Initially, fish were minority members in an ecosystem dominated by invertebrates, especially brachiopods, sponges, and arthropods such as trilobites. It wouldn't be until the Silurian period, roughly 420 million years ago, that jawed fishes evolved and began to compete effectively with invertebrates. The earliest jawed fishes were placoderms, a family of fish with special head and thorax armor to protect them from predators. These fish are the ancestors of all modern vertebrates, including humans and all our pets and livestock.

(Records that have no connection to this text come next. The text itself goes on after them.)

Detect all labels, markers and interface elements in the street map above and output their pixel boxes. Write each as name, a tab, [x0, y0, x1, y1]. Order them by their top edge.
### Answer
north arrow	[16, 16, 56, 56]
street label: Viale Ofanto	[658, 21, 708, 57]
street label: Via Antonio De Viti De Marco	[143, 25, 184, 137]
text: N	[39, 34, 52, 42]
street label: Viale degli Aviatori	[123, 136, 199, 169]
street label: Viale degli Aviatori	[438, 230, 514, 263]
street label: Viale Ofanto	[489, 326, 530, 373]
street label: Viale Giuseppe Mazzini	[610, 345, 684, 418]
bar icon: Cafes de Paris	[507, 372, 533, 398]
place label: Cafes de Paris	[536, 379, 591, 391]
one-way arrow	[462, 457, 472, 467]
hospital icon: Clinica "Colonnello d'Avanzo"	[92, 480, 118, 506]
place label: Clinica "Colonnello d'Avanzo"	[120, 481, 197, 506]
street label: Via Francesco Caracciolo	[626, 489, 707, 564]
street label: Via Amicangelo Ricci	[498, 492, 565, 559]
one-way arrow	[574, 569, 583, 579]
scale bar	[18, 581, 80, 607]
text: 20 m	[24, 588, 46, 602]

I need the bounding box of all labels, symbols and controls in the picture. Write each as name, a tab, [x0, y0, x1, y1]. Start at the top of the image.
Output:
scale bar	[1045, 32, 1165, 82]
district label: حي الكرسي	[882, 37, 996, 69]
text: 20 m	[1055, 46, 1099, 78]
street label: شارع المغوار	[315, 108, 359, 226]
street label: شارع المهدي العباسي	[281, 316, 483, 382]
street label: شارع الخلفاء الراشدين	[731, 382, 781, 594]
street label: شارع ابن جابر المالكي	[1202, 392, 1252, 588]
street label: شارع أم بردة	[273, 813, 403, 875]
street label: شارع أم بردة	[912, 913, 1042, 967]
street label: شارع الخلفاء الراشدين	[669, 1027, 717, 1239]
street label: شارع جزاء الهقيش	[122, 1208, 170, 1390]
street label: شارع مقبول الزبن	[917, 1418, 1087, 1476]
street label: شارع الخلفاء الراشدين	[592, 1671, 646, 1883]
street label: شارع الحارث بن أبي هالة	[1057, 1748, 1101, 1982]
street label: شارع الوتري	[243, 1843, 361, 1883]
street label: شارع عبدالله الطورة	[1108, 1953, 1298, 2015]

The jawless fish were quickly outcompeted, leaving behind only a few small lineages which eventually gave rise to modern-day hagfish, lampreys, and lancelets. Sometimes these animals are not considered true fish because of their radically different physiology. There is even some disagreement as to whether lampreys are vertebrates at all, as their cartilage "skeleton" is so primitive.
The evolutionary history of fish continued with the dominance of the jawed fishes, especially placoderms, which grew as large as 6 m (20 ft) in superpredators such as Dunkelosteus telleri. Large predators like Dunkelosteus are considered the first vertebrate superpredators, and solidly established the role of vertebrates as apex predators in the world's ecosystems, a role which would continue for the rest of evolutionary history. Placoderms dominated throughout the Silurian period, for several dozen millions of years, until the Devonian, when fish began to rapidly diversify.
The Devonian was the greatest milestone period in the evolutionary history of fish, when many modern and extinct forms evolved from the placoderm seed, including sharks and rays, acanthodians ("spiny sharks," now extinct), ray-finned fishes (which dominate the seas today), and lobe-finned fishes, which eventually evolved into terrestrial vertebrates. Fishes successfully outcompeted many other marine organisms to become the dominant mobile marine animal, sharing the seas with small arthropods such as copepods and krill.
Though lobe-finned fishes and acanthodians demonstrated momentary success during the Devonian, acanthodians had pretty much died out by the end of the next period, the Carboniferous, while lobe-finned fishes became a tiny minority after giving rise to tetrapods during the same geologic period. For many years, they were thought to be represented only by the lungfish, until a coelacanth was pulled in off the coast of South Africa. The discovery of a living coelacanth was considered one of the biggest zoological finds of the 20th century.